Data2Semantics (From Data to Semantics for Scientific Data Publishers)

ICT-Challenge

Famous scientist Sir Francis Bacon is alleged to have said “Knowledge is power”. This insight from the 16th century is still relevant in today world where competitive advantage is linked to better knowledge.

The inspiration and motivation of the project is to improve the availability and accessibility of scientific knowledge. This holds both for dissemination of results through traditional publications, as well as through the publication of scientific data. The inspiration for Data2Semantics comes from the increasing call by scientists and the public to have open access to publically funded datasets. Examples of these are recent special issues of Nature on the future of publishing and recent speeches by policy makers such as EU Commissioner Mrs.

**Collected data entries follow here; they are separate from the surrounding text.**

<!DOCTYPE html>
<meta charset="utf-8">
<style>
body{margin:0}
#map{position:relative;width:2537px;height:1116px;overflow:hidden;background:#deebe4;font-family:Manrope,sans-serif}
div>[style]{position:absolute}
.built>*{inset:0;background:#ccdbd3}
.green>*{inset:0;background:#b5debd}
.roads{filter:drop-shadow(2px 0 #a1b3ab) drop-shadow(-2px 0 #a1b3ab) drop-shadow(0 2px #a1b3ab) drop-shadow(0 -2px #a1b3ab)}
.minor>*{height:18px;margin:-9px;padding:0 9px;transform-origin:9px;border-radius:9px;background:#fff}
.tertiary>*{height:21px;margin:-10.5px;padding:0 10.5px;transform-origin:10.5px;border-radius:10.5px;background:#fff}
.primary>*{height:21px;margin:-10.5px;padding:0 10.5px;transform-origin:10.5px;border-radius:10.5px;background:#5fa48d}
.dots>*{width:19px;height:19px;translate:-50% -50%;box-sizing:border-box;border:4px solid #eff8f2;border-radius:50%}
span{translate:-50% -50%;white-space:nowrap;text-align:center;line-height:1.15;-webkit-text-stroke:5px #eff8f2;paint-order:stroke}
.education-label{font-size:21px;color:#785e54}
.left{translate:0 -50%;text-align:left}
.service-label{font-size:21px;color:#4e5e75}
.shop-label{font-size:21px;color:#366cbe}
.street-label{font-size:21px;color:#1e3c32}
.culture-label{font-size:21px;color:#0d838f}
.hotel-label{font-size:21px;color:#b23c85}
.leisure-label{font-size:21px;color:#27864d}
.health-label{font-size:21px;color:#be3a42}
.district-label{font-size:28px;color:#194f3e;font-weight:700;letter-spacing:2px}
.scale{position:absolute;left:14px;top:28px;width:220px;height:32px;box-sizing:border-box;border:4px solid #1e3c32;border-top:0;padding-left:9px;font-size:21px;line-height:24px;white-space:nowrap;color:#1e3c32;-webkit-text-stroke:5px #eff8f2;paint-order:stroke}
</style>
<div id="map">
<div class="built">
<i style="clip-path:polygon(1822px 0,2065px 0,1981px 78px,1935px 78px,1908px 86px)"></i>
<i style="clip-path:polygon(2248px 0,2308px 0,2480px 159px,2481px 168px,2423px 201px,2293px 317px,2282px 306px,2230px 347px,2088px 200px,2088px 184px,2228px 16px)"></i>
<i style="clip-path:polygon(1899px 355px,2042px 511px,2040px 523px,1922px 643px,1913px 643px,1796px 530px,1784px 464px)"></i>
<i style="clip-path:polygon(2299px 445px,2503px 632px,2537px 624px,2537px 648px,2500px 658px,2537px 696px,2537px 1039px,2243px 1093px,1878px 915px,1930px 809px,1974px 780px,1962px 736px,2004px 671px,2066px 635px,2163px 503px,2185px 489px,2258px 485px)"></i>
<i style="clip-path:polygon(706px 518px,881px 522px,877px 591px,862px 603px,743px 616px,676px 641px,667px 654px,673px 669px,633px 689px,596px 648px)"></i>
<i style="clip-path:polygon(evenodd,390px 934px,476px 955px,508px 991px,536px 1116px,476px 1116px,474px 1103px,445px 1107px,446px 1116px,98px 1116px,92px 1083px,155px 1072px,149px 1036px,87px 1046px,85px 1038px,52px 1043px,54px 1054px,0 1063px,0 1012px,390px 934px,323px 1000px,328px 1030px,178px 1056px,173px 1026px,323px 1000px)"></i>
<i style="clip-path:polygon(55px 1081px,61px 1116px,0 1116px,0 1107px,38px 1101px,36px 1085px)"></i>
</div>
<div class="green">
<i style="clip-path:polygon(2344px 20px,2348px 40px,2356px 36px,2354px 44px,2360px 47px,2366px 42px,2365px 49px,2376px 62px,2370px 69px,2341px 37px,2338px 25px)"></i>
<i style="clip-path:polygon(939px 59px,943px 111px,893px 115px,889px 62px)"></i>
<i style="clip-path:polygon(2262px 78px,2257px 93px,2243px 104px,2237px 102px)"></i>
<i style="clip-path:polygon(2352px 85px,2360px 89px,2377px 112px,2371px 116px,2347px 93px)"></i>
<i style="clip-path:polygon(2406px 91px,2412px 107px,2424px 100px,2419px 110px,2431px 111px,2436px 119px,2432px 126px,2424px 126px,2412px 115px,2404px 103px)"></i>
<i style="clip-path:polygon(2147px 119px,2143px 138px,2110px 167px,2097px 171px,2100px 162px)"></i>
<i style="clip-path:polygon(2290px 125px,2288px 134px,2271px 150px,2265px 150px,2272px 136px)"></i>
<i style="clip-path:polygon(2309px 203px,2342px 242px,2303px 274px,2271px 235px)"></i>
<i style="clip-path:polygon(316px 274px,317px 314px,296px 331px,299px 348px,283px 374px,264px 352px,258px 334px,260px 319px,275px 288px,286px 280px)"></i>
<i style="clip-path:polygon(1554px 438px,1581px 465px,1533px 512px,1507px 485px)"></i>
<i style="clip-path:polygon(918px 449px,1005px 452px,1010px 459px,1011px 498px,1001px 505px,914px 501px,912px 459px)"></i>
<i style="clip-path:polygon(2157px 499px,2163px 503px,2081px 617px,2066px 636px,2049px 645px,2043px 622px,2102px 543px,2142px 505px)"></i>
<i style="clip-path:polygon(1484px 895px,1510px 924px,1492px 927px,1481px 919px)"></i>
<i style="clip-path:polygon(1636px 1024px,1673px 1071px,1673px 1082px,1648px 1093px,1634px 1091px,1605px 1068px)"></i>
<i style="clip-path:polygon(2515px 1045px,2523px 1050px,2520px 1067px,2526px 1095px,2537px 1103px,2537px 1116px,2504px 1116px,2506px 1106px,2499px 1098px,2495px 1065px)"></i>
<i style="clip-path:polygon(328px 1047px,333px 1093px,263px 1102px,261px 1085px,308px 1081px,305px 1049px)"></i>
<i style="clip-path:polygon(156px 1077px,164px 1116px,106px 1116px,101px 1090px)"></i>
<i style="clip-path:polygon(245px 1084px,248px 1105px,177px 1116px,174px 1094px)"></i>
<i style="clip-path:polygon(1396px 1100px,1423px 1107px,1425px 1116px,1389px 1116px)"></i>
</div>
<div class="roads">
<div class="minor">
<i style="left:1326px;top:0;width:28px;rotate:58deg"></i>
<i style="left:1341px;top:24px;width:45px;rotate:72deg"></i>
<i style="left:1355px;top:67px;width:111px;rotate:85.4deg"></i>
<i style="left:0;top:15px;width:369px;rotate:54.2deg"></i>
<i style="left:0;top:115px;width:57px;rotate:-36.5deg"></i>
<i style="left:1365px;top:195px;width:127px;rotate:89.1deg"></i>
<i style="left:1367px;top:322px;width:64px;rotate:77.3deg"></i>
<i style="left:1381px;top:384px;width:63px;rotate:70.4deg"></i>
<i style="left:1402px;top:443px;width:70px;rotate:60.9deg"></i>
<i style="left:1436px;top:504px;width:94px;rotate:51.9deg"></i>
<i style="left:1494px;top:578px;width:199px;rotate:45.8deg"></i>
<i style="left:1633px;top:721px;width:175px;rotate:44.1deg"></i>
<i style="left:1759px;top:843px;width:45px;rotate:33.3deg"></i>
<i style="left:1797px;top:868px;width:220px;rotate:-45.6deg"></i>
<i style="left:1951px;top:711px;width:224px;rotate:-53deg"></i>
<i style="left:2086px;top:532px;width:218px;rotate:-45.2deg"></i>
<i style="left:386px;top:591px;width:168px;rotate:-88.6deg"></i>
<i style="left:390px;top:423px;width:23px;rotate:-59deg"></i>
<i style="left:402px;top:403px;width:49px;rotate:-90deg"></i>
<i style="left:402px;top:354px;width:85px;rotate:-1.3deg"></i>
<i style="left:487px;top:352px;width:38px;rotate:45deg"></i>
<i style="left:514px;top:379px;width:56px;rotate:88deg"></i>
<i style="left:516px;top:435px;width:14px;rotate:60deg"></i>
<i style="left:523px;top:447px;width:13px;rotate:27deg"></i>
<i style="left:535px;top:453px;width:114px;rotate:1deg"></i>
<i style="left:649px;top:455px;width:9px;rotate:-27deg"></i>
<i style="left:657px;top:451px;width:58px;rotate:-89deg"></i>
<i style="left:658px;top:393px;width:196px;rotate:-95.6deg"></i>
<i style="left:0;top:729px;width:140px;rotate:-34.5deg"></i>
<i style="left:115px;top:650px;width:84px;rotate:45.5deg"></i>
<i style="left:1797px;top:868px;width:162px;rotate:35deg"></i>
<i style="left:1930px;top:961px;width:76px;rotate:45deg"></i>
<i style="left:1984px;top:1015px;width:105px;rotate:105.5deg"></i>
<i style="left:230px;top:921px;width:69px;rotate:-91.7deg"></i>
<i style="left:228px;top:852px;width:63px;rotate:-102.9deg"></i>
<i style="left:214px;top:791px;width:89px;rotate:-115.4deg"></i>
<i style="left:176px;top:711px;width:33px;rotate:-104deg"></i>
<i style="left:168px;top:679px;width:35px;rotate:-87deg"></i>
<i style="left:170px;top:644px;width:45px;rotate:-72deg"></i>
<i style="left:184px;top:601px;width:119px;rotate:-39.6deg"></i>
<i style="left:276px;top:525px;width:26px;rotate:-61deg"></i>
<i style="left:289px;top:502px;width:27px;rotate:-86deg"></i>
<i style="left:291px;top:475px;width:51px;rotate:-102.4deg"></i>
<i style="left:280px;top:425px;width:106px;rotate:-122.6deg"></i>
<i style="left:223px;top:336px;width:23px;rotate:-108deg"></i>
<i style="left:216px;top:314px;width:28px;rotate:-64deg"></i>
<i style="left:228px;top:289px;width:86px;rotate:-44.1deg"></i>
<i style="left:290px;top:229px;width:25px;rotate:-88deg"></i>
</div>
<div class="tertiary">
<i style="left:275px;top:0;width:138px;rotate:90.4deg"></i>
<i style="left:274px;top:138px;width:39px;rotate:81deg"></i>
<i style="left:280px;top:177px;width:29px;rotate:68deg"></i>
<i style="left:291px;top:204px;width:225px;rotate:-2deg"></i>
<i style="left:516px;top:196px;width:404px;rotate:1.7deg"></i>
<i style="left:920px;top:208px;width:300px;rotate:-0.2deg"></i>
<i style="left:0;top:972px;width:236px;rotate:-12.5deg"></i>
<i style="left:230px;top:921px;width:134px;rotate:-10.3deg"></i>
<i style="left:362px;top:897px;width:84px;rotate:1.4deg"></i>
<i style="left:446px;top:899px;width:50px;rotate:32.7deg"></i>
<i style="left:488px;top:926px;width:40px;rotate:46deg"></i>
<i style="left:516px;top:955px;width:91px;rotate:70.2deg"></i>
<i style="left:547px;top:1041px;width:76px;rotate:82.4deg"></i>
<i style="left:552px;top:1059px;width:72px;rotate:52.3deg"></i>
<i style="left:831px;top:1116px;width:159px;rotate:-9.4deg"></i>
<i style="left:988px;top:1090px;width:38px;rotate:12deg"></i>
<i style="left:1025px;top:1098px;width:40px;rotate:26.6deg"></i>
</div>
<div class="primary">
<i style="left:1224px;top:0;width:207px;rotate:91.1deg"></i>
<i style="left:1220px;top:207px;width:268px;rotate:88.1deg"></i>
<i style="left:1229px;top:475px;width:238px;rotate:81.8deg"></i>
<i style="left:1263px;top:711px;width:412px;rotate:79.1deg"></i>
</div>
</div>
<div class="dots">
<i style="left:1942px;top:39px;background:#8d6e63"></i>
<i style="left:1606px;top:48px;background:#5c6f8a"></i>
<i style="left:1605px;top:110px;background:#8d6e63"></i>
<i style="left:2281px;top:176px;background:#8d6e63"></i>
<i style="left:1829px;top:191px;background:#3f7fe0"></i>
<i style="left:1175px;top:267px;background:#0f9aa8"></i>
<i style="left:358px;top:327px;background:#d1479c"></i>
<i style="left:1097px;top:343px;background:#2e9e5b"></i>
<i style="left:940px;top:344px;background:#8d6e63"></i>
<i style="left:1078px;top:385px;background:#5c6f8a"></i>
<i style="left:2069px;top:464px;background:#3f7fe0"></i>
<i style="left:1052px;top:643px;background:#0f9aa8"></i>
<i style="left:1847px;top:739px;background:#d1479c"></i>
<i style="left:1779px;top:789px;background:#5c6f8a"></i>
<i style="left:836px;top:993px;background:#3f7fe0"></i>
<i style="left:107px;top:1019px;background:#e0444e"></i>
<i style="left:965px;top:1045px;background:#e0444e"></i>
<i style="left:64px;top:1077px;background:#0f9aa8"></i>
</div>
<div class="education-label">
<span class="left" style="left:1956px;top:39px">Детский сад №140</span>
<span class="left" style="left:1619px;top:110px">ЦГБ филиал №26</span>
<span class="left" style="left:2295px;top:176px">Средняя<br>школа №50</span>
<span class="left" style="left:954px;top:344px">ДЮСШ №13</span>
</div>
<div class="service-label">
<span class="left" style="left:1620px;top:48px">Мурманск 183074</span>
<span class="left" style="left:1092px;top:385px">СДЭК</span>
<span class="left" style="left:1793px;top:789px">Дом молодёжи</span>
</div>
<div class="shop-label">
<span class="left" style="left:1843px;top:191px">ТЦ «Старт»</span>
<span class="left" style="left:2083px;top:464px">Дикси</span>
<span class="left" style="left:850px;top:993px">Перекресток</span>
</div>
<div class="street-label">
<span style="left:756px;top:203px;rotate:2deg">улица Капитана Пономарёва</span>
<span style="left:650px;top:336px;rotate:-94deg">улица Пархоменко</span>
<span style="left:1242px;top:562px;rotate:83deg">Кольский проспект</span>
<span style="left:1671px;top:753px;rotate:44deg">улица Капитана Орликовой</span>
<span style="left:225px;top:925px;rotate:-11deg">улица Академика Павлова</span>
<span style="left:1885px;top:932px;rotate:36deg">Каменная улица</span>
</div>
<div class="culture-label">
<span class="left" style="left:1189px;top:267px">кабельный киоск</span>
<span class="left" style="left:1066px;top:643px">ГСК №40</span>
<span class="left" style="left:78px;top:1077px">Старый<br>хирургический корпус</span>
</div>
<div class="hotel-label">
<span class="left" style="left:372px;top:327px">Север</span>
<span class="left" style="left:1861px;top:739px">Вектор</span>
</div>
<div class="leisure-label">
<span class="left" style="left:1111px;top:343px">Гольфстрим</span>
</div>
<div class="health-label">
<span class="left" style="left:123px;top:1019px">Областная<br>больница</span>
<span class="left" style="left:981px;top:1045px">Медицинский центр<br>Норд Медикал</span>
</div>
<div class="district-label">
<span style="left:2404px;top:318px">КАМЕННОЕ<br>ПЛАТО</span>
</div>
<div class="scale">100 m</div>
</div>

Neelie Kroes in Stockholm on opening up scientific data. The Data2Semantics project focuses on data management in e-Science. 

Our central research question is How to share, publish, access, analyse, interpret and reuse scientific big data on the Web? To answer this question we need to tackle a number of ICT-challenges. We must transform structurally heterogeneous data into shareable form. This must be done while maintaining source integrity that is to make sure that the original data can be recovered from the transformed and shared data. During this transformation and sharing process we must construct or maintain provenance information, which are metadata about origin and transformations to trace the sources of the information. When many scientists publish different datasets, we must find ways to link between semantically heterogeneous datasets. And finally, when scientists publish data over longer periods of time, we must be able to detect & manage semantic concept drift (differences in meaning in disparate semantic descriptions).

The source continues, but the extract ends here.